Otro ejemplo lo encontramos en Educación Secundaria Obligatoria. En Matemáticas, el criterio de evaluación de los primeros cursos 1.2 establece Aplicar herramientas y estrategias apropiadas que contribuyan a la resolución de problemas. En este caso, un instrumento adecuado puede ser una prueba escrita con problemas contextualizados, donde el alumnado muestre el proceso de resolución, justifique decisiones y argumente procedimientos. Un trabajo teórico o una escala de observación sin resolución práctica no aportarían información suficiente para emitir un juicio de logro.
Estos ejemplos evidencian que no existe un instrumento universal válido para todos los criterios. La clave consiste en ajustar la herramienta al aprendizaje esperado, combinando cuando sea necesario distintos instrumentos para obtener una visión completa del proceso. Listas de control, pruebas escritas, proyectos, escalas de observación, portafolios o producciones orales son solo algunas de las herramientas que, bien utilizadas, permiten recoger evidencias sólidas y fiables.
Por todo ello, la primera tarea del docente consiste en analizar con detenimiento los aprendizajes asociados a cada criterio de evaluación, apoyándose en las competencias específicas como guía orientadora respecto a lo que se pretende verificar. En algunas comunidades autónomas, como es el caso de Galicia, este análisis se complementa con los objetivos del área o materia, que aportan mayor precisión al sentido y finalidad educativa del aprendizaje esperado.

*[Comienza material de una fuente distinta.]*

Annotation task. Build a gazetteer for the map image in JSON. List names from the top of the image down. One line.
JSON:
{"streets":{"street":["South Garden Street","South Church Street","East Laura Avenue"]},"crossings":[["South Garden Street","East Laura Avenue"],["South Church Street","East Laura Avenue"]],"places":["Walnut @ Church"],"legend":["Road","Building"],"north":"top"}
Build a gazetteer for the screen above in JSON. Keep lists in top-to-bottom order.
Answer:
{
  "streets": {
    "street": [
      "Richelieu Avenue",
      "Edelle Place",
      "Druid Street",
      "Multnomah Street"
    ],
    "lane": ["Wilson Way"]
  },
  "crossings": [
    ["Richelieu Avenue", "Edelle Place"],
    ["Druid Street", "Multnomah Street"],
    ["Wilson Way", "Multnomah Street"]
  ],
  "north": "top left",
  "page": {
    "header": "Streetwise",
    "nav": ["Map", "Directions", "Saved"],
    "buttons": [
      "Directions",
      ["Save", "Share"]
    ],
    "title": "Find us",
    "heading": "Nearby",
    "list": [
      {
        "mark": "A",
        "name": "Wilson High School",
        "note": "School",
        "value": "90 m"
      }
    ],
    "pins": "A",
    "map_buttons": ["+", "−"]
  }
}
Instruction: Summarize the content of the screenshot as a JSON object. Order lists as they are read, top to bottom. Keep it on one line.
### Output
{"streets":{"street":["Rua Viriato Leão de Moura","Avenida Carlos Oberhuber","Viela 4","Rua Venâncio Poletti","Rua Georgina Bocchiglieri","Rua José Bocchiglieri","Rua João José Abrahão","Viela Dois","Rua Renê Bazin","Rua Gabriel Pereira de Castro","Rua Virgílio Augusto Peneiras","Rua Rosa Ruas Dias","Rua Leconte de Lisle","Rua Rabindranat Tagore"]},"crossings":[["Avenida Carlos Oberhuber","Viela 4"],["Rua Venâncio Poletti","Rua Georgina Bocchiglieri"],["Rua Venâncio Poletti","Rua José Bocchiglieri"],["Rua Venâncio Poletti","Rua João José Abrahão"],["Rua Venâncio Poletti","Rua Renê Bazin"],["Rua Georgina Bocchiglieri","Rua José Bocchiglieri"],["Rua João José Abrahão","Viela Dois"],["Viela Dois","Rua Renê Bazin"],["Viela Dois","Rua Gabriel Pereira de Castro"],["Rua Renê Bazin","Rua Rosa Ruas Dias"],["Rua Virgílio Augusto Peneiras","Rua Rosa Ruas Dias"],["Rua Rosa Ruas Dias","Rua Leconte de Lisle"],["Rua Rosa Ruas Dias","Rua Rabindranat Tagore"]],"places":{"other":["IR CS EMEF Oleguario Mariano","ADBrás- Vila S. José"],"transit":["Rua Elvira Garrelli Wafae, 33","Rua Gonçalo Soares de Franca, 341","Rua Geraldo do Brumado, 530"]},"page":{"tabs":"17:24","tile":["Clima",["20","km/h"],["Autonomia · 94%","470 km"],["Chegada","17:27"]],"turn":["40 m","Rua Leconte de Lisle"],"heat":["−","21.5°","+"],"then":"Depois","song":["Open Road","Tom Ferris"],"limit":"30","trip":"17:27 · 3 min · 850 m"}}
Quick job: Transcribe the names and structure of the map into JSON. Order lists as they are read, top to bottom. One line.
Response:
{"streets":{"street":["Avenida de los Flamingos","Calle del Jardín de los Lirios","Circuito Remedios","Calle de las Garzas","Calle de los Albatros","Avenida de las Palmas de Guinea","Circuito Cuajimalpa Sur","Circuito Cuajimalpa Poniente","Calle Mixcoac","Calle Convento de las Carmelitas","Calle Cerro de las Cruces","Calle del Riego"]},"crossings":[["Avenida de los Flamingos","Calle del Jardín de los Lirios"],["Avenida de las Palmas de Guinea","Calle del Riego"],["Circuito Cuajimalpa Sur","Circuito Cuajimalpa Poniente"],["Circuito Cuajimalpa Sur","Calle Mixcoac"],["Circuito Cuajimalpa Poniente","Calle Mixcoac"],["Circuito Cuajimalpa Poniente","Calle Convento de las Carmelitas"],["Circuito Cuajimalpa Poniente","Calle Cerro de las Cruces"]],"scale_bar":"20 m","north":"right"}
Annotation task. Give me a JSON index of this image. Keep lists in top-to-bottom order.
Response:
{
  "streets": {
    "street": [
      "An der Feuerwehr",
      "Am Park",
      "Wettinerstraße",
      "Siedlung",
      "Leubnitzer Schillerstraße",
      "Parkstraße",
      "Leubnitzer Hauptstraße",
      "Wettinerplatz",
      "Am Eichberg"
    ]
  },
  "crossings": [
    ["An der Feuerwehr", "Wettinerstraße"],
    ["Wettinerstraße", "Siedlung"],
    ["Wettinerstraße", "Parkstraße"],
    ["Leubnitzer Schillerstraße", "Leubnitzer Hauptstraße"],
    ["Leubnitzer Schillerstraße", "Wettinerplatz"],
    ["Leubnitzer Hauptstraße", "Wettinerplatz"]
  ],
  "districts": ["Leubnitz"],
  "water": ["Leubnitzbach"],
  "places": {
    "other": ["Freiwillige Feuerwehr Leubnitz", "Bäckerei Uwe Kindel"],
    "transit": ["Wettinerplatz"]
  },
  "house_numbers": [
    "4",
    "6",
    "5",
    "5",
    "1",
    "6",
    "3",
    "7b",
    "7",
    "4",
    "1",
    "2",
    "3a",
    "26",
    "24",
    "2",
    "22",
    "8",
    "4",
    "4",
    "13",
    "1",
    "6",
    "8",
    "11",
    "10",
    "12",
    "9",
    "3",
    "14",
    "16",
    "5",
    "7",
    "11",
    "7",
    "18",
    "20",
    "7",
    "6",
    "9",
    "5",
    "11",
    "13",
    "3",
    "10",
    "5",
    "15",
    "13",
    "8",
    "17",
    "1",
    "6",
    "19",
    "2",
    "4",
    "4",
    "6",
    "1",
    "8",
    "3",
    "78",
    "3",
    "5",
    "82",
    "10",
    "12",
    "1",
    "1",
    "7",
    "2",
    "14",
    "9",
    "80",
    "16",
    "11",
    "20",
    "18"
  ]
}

Trabajar así no es solo una exigencia normativa, sino un ejercicio ético y profesional. La evaluación basada en criterios garantiza equidad, transparencia y objetividad, favorece un aprendizaje profundo y ayuda a que el alumnado comprenda qué se espera de él y cómo puede mejorar. Además, permite al profesorado tomar decisiones pedagógicas fundamentadas para orientar el proceso de enseñanza y aprendizaje, adaptando estrategias, reforzando contenidos o modificando metodologías cuando sea necesario.
La transformación educativa que impulsa la LOMLOE encuentra en la evaluación criterial uno de sus pilares. Para que este cambio sea real, es imprescindible que los instrumentos de evaluación seleccionados respondan al sentido pedagógico de los criterios y no a inercias del pasado. Evaluar bien no significa evaluar más, sino evaluar mejor, recogiendo información de calidad que permita mejorar el éxito educativo del alumnado y dignificar la tarea docente.